-- Exercise description --
Print every record exactly, omitting all pictures.

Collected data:
--- START ---

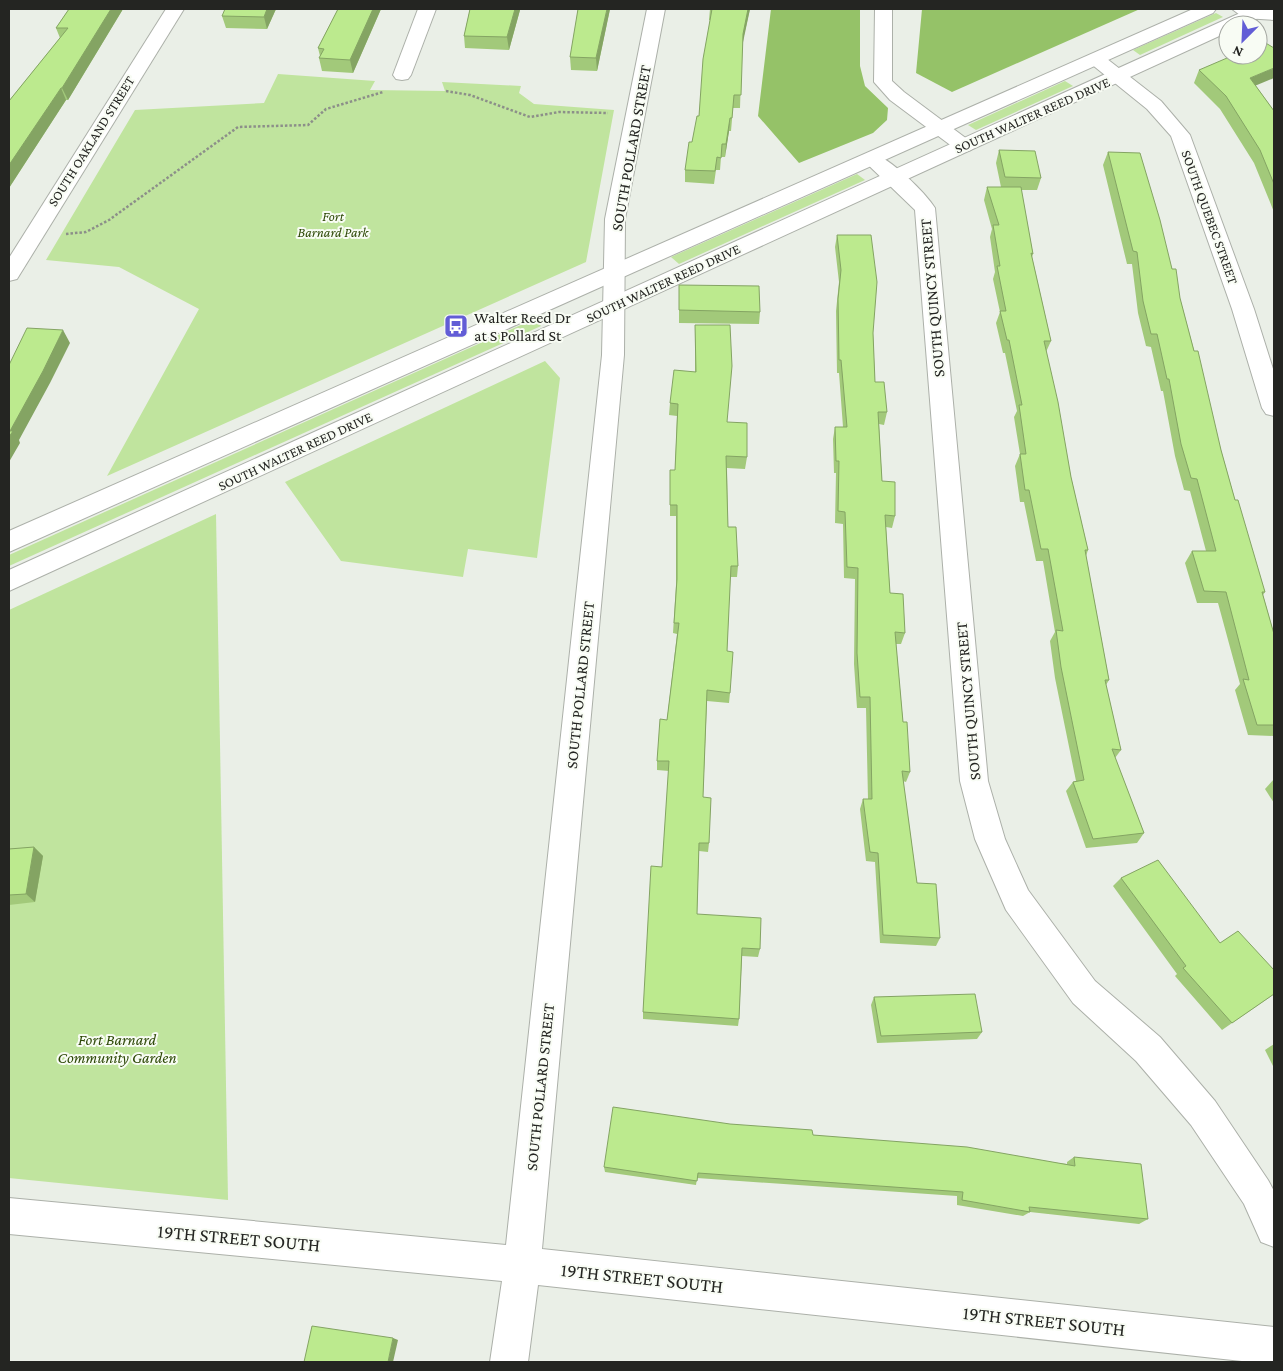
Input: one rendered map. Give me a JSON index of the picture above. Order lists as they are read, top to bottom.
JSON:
{
  "streets": {
    "street": [
      "SOUTH WALTER REED DRIVE",
      "SOUTH OAKLAND STREET",
      "SOUTH POLLARD STREET",
      "SOUTH QUEBEC STREET",
      "SOUTH QUINCY STREET",
      "19TH STREET SOUTH"
    ]
  },
  "crossings": [
    ["SOUTH WALTER REED DRIVE", "SOUTH POLLARD STREET"],
    ["SOUTH WALTER REED DRIVE", "SOUTH QUEBEC STREET"],
    ["SOUTH WALTER REED DRIVE", "SOUTH QUINCY STREET"],
    ["SOUTH POLLARD STREET", "19TH STREET SOUTH"]
  ],
  "parks": ["Fort Barnard Park", "Fort Barnard Community Garden"],
  "places": {
    "bus stop": ["Walter Reed Dr at S Pollard St"]
  },
  "north": "bottom left"
}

--- END ---

-- Answer to this exercise --
Input: one rendered map. Give me a JSON index of the picture above. Order lists as they are read, top to bottom.
JSON:
{
  "streets": {
    "street": [
      "SOUTH WALTER REED DRIVE",
      "SOUTH OAKLAND STREET",
      "SOUTH POLLARD STREET",
      "SOUTH QUEBEC STREET",
      "SOUTH QUINCY STREET",
      "19TH STREET SOUTH"
    ]
  },
  "crossings": [
    ["SOUTH WALTER REED DRIVE", "SOUTH POLLARD STREET"],
    ["SOUTH WALTER REED DRIVE", "SOUTH QUEBEC STREET"],
    ["SOUTH WALTER REED DRIVE", "SOUTH QUINCY STREET"],
    ["SOUTH POLLARD STREET", "19TH STREET SOUTH"]
  ],
  "parks": ["Fort Barnard Park", "Fort Barnard Community Garden"],
  "places": {
    "bus stop": ["Walter Reed Dr at S Pollard St"]
  },
  "north": "bottom left"
}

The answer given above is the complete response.